In the first of a two-part series, Lucian Craciun and Dave Sanders share their rationale for implementing Service Level Indicators (SLIs) and Service Level Objectives (SLOs), while revealing how they have helped to unify teams and departments around a common goal. They also show the steps they, and other organisations, can take to put the principle into practice.
The Problem: Seeing the Signal Through Noisy Systems Alerts
Alert fatigue is a real thing. Until recently, our technical team — including senior leaders — regularly received a high volume of alerts on deep system metrics, such as disk space for specific storage arrays and CPU utilisation for individual servers. While there was a time when technology managers needed to actively monitor these kinds of granular metrics, today, these alerts just create distracting noise. For example, in a dynamic cloud environment, if a disk gets full, it shouldn’t trigger an alert because that disk will automatically get replaced.

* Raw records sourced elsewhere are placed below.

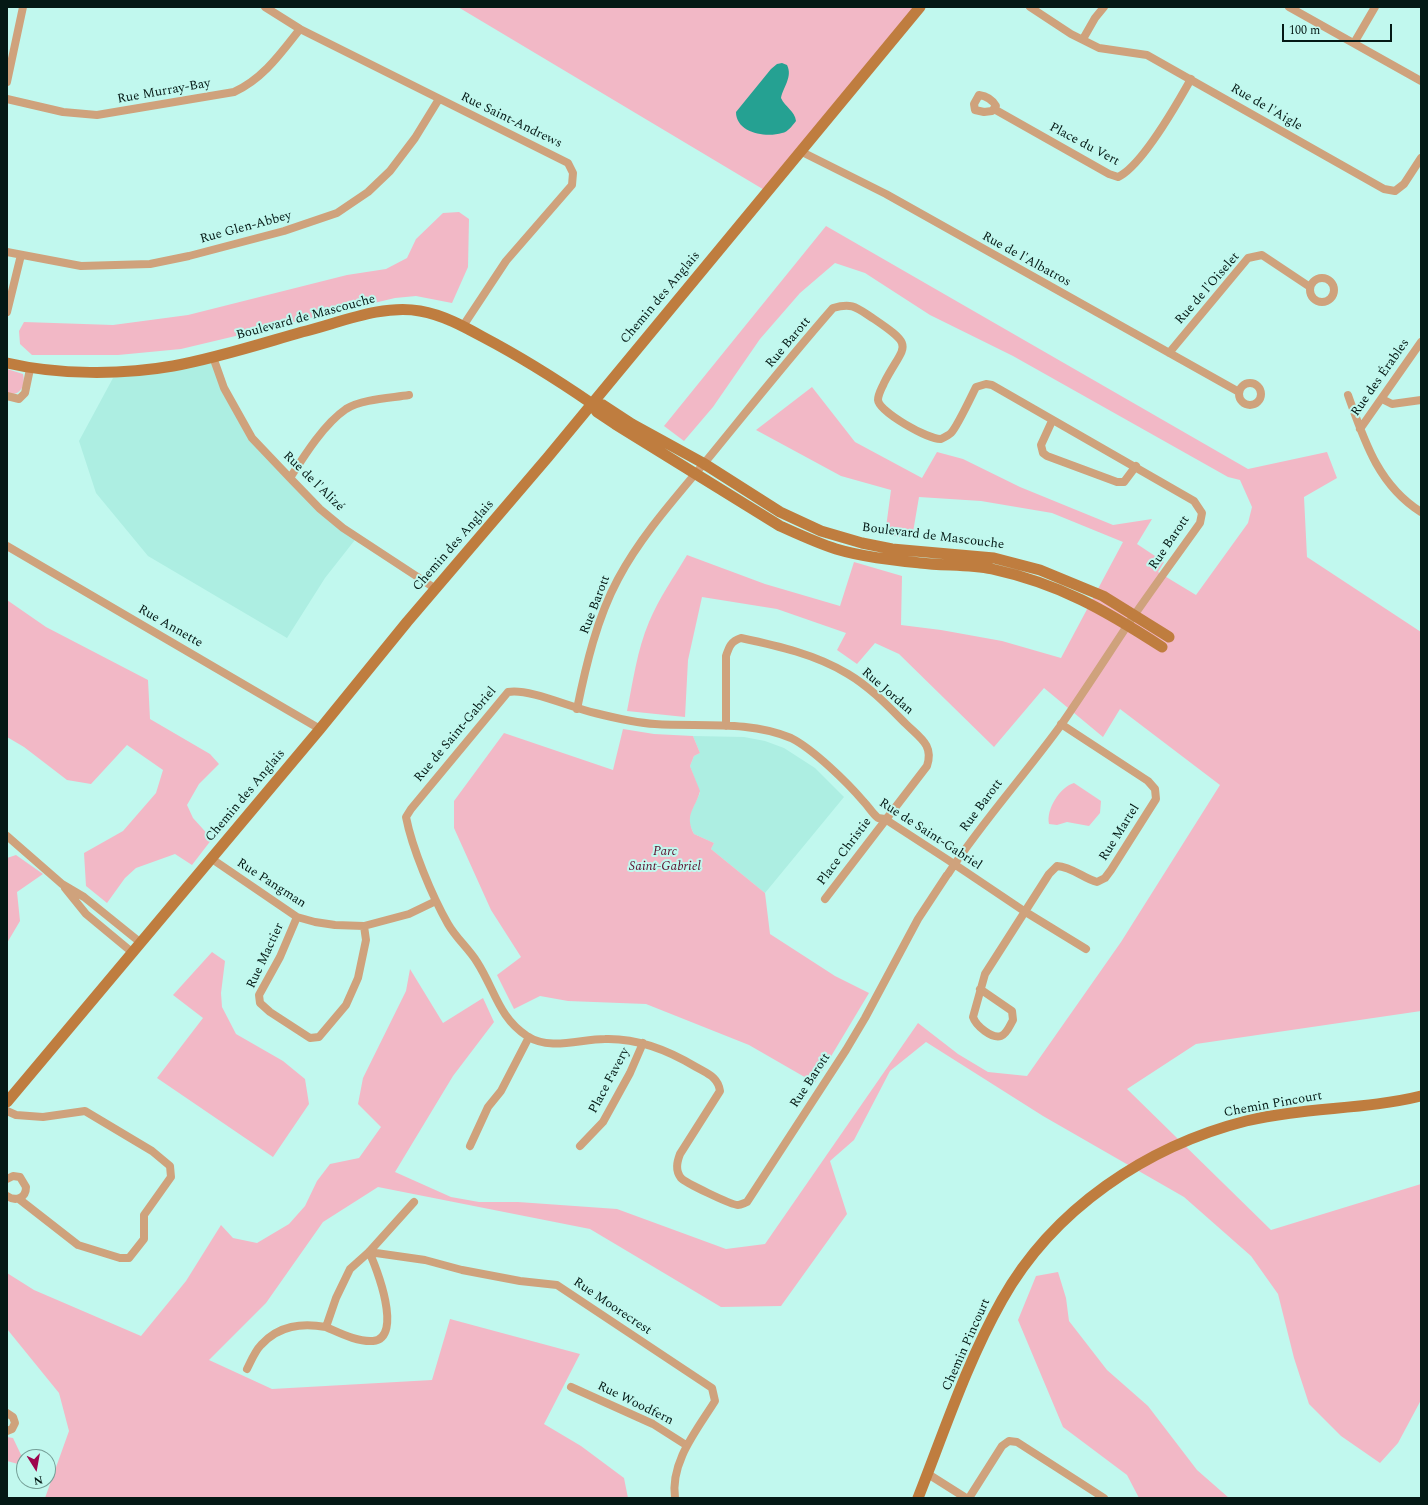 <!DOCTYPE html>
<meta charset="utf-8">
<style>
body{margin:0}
#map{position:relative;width:1428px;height:1505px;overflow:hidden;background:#c1f8ee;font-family:Spectral,serif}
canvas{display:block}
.frame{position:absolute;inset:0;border:8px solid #041915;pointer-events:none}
.north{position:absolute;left:16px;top:1449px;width:40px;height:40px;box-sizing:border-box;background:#c1f8ee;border:1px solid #759f97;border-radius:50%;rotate:169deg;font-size:11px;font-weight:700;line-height:16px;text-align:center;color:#041915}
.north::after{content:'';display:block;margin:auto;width:14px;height:18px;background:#9e054e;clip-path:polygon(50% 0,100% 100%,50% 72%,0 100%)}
.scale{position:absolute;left:1282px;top:24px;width:110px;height:18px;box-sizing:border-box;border:2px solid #041915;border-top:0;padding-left:5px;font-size:12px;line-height:14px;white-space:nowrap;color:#041915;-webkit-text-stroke:3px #c1f8ee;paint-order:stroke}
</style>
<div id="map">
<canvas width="1428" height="1505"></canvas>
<div class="frame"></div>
<div class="north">N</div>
<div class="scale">100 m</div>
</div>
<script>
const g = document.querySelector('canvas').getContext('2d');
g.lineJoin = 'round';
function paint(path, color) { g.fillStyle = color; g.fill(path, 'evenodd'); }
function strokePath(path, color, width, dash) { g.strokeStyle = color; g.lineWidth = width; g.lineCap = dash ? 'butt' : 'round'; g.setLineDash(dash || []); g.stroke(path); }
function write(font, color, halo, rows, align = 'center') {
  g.font = font + ' Spectral,serif'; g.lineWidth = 4; g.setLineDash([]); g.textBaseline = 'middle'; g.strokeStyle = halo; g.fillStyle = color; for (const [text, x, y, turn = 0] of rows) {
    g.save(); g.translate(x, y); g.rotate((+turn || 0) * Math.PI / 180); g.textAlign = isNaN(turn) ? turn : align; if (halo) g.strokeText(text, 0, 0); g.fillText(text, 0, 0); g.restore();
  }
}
paint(new Path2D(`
 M 213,357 L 252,438 L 320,509 L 358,536 L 325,578 L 287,638 L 148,556 L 96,493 L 79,441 L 113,378 L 183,369 Z
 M 693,736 L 744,737 L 765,741 L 784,748 L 815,768 L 844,797 L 765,893 L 711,849 L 714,843 L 694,834 L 690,825 L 689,816 L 700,793 L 690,766 L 694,756 L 700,753 Z`), '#adeee2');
paint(new Path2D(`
 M 458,7 L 920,7 L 766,191 Z
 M 459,212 L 469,219 L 468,267 L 452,303 L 416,296 L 395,298 L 181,349 L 118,355 L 32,355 L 20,344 L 19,331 L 24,322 L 113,325 L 188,315 L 347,275 L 386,269 L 407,258 L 416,239 L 443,213 Z
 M 826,226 L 1248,469 L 1327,452 L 1337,478 L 1304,497 L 1307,557 L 1421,632 L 1421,1011 L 1196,1044 L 1127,1089 L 1271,1230 L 1421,1184 L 1421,1400 L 1398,1443 L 1380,1463 L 1341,1436 L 1309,1404 L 1294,1358 L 1278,1294 L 1251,1256 L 1184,1197 L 1043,1116 L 926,1042 L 890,1071 L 854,1140 L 830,1161 L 847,1214 L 781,1306 L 721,1307 L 590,1229 L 378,1187 L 323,1222 L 266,1303 L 209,1360 L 272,1389 L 432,1380 L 450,1319 L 580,1354 L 544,1424 L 581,1446 L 624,1478 L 628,1498 L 45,1498 L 69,1431 L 59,1393 L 7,1329 L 7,1273 L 34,1290 L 141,1336 L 186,1281 L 221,1225 L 233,1238 L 257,1243 L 289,1224 L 305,1206 L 317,1181 L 330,1164 L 359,1158 L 381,1127 L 358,1104 L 363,1078 L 406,991 L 410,969 L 443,1023 L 483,998 L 494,1022 L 453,1076 L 395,1172 L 451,1197 L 479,1202 L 518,1202 L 617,1209 L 726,1249 L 765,1244 L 918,1023 L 958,1054 L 988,1072 L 1027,1076 L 1121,942 L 1220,785 L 1120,709 L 1103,737 L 1044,688 L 994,747 L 899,654 L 875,643 L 857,664 L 837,650 L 846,633 L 777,609 L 702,597 L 688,660 L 685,717 L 627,711 C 633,682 637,650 649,622 C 659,598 674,577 687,555 L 765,584 L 840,606 L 854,562 L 902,576 L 901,625 L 941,630 L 1002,641 L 1061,658 L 1123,542 L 1052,513 L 981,501 L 919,497 L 912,538 L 885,535 L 891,490 L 841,476 L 756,430 L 812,387 L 855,442 L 922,478 L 937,452 L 963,459 L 1020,487 L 1113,525 L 1152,519 L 1137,544 L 1164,562 L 1158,572 L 1196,595 L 1248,523 L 1252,507 L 1240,480 L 1228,477 L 1013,356 L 930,315 L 865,273 L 835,263 L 800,293 L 760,339 L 713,407 L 684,441 L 664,426 Z
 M 7,369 L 23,374 C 26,386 20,397 7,393 Z
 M 7,600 L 46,627 L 148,680 L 150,719 L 210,754 L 219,764 L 199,784 L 187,805 L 193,818 L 212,839 L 192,865 L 175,854 L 136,868 L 125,878 L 107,903 L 86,886 L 84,853 L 123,831 L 156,793 L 163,770 L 127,745 L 91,784 L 67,780 L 24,747 L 7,737 Z
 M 623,729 L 654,734 L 693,736 L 700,753 L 694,756 L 690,766 L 700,791 C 695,810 684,814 694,834 L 714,843 L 711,849 L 765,893 L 770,934 L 835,976 L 869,993 L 815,1083 L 749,1045 L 646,1004 L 568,1001 L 540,996 L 514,1009 L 497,975 L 521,957 L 491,910 L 454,828 L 454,801 L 504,733 L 613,770 Z
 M 1074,783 L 1101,801 L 1100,813 L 1089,826 L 1067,822 L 1057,825 L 1049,824 C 1046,809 1060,787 1074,783 Z
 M 16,855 L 43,874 L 17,892 L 20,921 L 7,943 L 7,858 Z
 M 212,952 L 225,961 L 221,993 L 222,1007 L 236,1034 L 283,1061 L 305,1079 L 309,1104 L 273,1157 L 157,1078 L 203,1018 L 173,995 Z
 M 1058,1272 L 1066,1298 L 1069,1321 L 1107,1370 L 1148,1406 L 1197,1470 L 1229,1498 L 1139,1498 L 1127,1475 L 1063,1427 L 1018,1320 L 1036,1276 Z
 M 7,1437 L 13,1438 L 23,1459 L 18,1464 L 7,1461 Z`), '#f2b8c6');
paint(new Path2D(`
 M 782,63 L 787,65 C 793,77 783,87 781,98 C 785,107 795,111 796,121 C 792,126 788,132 782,133 C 766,138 736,133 736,112 L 771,69 L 777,64 Z`), '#25a192');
strokePath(new Path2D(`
 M 265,7 L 300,29 L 568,163 L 573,173 L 572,185 L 506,261 L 463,326
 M 1030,7 L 1071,34 L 1099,48 L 1147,55 L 1384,189 L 1395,191 L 1404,184 L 1421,158
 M 1289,7 L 1421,81
 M 1083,39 L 1095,18 L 1104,7
 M 1354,43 L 1375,7
 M 7,82 L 23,7
 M 979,95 C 986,96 992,99 996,106 L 992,111 L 984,112 L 975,110 L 974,104 Z
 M 7,99 L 63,112 L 97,115 L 234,92 C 263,79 281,53 300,29
 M 994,109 L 1109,174 L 1118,177 C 1142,166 1177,104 1191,79
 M 800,151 L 886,194 L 1239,392
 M 7,252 L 81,266 L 150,264 L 189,256 L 284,231 L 337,213 L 368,192 L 390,171 L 415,138 L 439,99
 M1310 290a12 12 0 1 1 24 0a12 12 0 1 1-24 0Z
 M 7,312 L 21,255
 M 1169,353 L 1248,258 L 1262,255 L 1310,287
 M 213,357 L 224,388 L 252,438 L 290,478 L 320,509 L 343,528 L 436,589
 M1239 394a11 11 0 1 1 22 0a11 11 0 1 1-22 0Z
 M 1348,395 C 1364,440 1378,485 1421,512
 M 7,396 L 19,399 L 25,393 L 30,369
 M 1382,399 L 1392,404 L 1421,400
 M 1052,421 L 1041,445 L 1043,453 L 1047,456 L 1117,482 L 1124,482 L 1136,466
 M 1360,429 L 1421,342
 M 290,478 C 304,456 324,424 346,409 C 362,399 391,398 409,395
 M 7,546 L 320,729
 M 577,709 C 586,665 597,618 618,579 C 642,534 678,495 711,455 C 751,406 791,356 833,308 C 853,302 857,308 874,319 C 917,348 904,344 884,383 C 882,388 878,394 878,400 C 879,412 929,440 941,439 C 943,438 949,435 951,433 C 957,427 971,397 976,387 L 986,384 L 992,385 L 1194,501 L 1202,513 L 1200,523 C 1178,554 1155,585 1133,617 C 1109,653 1086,689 1061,725 C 1024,776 982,822 948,874 L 947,875 L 918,919 L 865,1018 L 846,1050 L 747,1202 C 744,1203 741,1205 738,1205 C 731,1205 684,1182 681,1178 C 675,1170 677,1162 680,1154 L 720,1091 C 718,1077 708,1074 696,1067 C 668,1050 638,1038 605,1039 C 580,1039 550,1051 527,1036 C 499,1018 495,990 477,962 C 469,949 456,938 448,924 C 432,896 412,848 406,817 L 411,809 L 508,692 C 529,688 572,708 595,713 C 615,718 635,723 655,724 C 699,727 749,720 791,738 C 813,749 847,782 864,802 C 869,807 872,813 878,818 L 885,819 L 948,860 C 954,864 960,868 966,872 L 1024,911 L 1086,949
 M 726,726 L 726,656 C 729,647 731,641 741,638 C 778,646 815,654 848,674 C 870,687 888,706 906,724 C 920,738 934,745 927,766 L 825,899
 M 7,836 L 62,884 L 84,897 L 141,943
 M 212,859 L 297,917 L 315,922 L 335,925 L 364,926 L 409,914 L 436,901
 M 65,888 L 86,914 L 133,953
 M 297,917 L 280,957 L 259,995 L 260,1003 L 270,1012 L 310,1038 L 319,1037 L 346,1005 L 358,978 L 366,940 L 364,926
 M 980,989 L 1012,1011 L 1013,1020 C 1010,1025 1007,1034 1001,1036 C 992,1039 976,1026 973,1017 L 985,974 L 1049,874 L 1057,866 C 1072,867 1083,878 1097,882 L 1105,878 L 1111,870 L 1156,799 L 1155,789 L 1148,781 L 1061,724
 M 7,1111 L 16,1115 L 43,1117 L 85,1111 L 152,1151 L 170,1166 L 171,1177 L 144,1215 L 144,1239 L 129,1258 L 120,1258 L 78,1245 L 19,1199
 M 470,1146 L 488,1107 L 501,1091 L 529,1037
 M 580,1146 L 603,1122 L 630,1073 L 643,1043
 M 7,1179 L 13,1176 L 20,1177 L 26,1187 C 26,1198 16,1202 7,1196
 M 369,1252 L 425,1260 L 462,1270 L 520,1281 L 557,1285 L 712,1388 L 715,1401 C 697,1430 670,1462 675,1498
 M 369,1252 C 376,1266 404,1338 373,1341 C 357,1342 340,1333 326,1327 L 336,1298 L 350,1269 L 369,1252 L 414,1202
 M 247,1369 C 251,1361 255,1351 261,1345 C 279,1325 302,1323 326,1327
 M 571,1387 L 653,1424 L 686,1445
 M 7,1413 L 13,1417 L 15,1423 L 12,1429 L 7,1431
 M 928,1474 L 966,1498
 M 969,1498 L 1002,1446 L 1009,1441 L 1017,1442 L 1104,1498`), '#cfa27c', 8);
strokePath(new Path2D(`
 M 7,363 C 58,375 122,375 173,366 C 217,358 260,344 302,332 C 339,323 382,304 420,311 C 443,315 463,326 483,337 C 521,357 556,379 591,403 L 597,412 L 615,424 L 780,526 C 798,534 817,543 836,549 C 863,557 892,560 920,563 C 944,566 969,564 992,569 C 1060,584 1105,610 1162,647
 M 591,403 L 603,405 L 632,424 L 703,463 L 780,512 L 821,531 L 862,543 L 892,549 L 994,558 L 1040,570 L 1103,596 L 1169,637
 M 7,1102 L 320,729 L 407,622 L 548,457 L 920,7
 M 918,1498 C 944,1432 967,1362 1002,1300 C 1053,1209 1147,1146 1246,1121 C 1304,1107 1364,1110 1421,1096`), '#bf7d3f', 11);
write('13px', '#041915', '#c1f8ee', [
 ["Rue Murray-Bay",164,92,-10],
 ["Rue de l'Aigle",1266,108,30],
 ["Rue Saint-Andrews",511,121,26],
 ["Place du Vert",1084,145,28],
 ["Rue Glen-Abbey",246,228,-15],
 ["Rue de l'Albatros",1026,260,29],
 ["Rue de l'Oiselet",1208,289,-49],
 ["Chemin des Anglais",661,298,-50],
 ["Boulevard de Mascouche",306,318,-15],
 ["Rue Barott",789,343,-50],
 ["Rue des Érables",1381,378,-55],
 ["Rue de l'Alizé",313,482,44],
 ["Boulevard de Mascouche",933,537,7],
 ["Rue Barott",1170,543,-56],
 ["Chemin des Anglais",454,546,-49],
 ["Rue Barott",596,605,-69],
 ["Rue Annette",170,627,30],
 ["Rue Jordan",887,692,41],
 ["Rue de Saint-Gabriel",456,735,-50],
 ["Chemin des Anglais",246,796,-50],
 ["Rue Barott",982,806,-53],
 ["Rue Martel",1120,833,-58],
 ["Rue de Saint-Gabriel",930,835,33],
 ["Place Christie",845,852,-53],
 ["Rue Pangman",271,884,33],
 ["Rue Mactier",266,956,-65],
 ["Place Favery",610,1081,-62],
 ["Rue Barott",811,1081,-57],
 ["Chemin Pincourt",1273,1105,-10],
 ["Rue Moorecrest",612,1307,34],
 ["Chemin Pincourt",967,1345,-66],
 ["Rue Woodfern",635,1404,26]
]);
write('italic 13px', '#5a0f2d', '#c1f8ee', [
 ["Parc",665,852],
 ["Saint-Gabriel",665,867]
]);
</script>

These noisy, non-contextualised alerts were becoming a major problem for us — and they were causing us to lose focus on what was really impacting the business. To assess and maintain the health of our distributed systems running high-scale services on cloud platforms, we needed a new performance monitoring strategy that could deliver meaningful and actionable information.
The Solution: Monitoring with SLIs and SLOs
We weren’t alone in our frustration with noisy alerts. Google published the Site Reliability Engineering (SRE) book in 2016, followed by The Site Reliability Workbook in 2018. Both of these books revealed a compelling, new way to manage large-scale, dynamic, customer-facing systems. Service Level Indicators (SLIs) and Service Level Objectives (SLOs) are a key pillar of SRE and are the principal tool for eliminating needless alerts and focusing on what matters to the business.
The premise of SLIs/SLOs is that all teams — product, architecture, development, and platform — need to look at services from the customer’s perspective. Instead of basing your SLO on the idea that “this service must be up and running because it has to be,” you try to meet your SLO so you can make your customers happy. SLIs/SLOs completely shift the mindset from “I’m responsible for Service X in a very complex, vague backend environment way” to “If I don’t meet this SLO my customer is going to be unhappy.” For us, that was when the light bulb turned on.
At many companies, including The Telegraph, architecture and ops/platform teams care deeply about ensuring that services meet nonfunctional requirements, such as security, availability, and reliability. Architects and ops teams can be perceived as a nuisance to developers when they bang on about: “You have to make sure your service is performant, secure, and available” or “This component must respond within two seconds.” SLIs/SLOs are a tool that totally changes this dynamic by unifying teams around a shared goal: improving the customer experience.
SLOs/SLIs are an excellent lever to get buy-in from developers to build services that are more available, more functionally correct, and faster. Together, product owners, architects, and developers define the top 2–4 behaviours they want from each of their services (as experienced by customers) and negotiate an appropriate objective. In the end, the SLO requirement is baked into the development team’s sprints, and developers no longer need to incorporate seemingly arbitrary demands from architects and platform engineers.
We have a well-established DevOps culture and practice at The Telegraph. Google’s SRE thought leaders say, “SRE implements DevOps,” so we see SRE practices as a next step in the evolution of our DevOps journey. By implementing SLIs and SLOs, we are reinforcing our DevOps mindset and culture and building a strong foundation for adopting other SRE practices.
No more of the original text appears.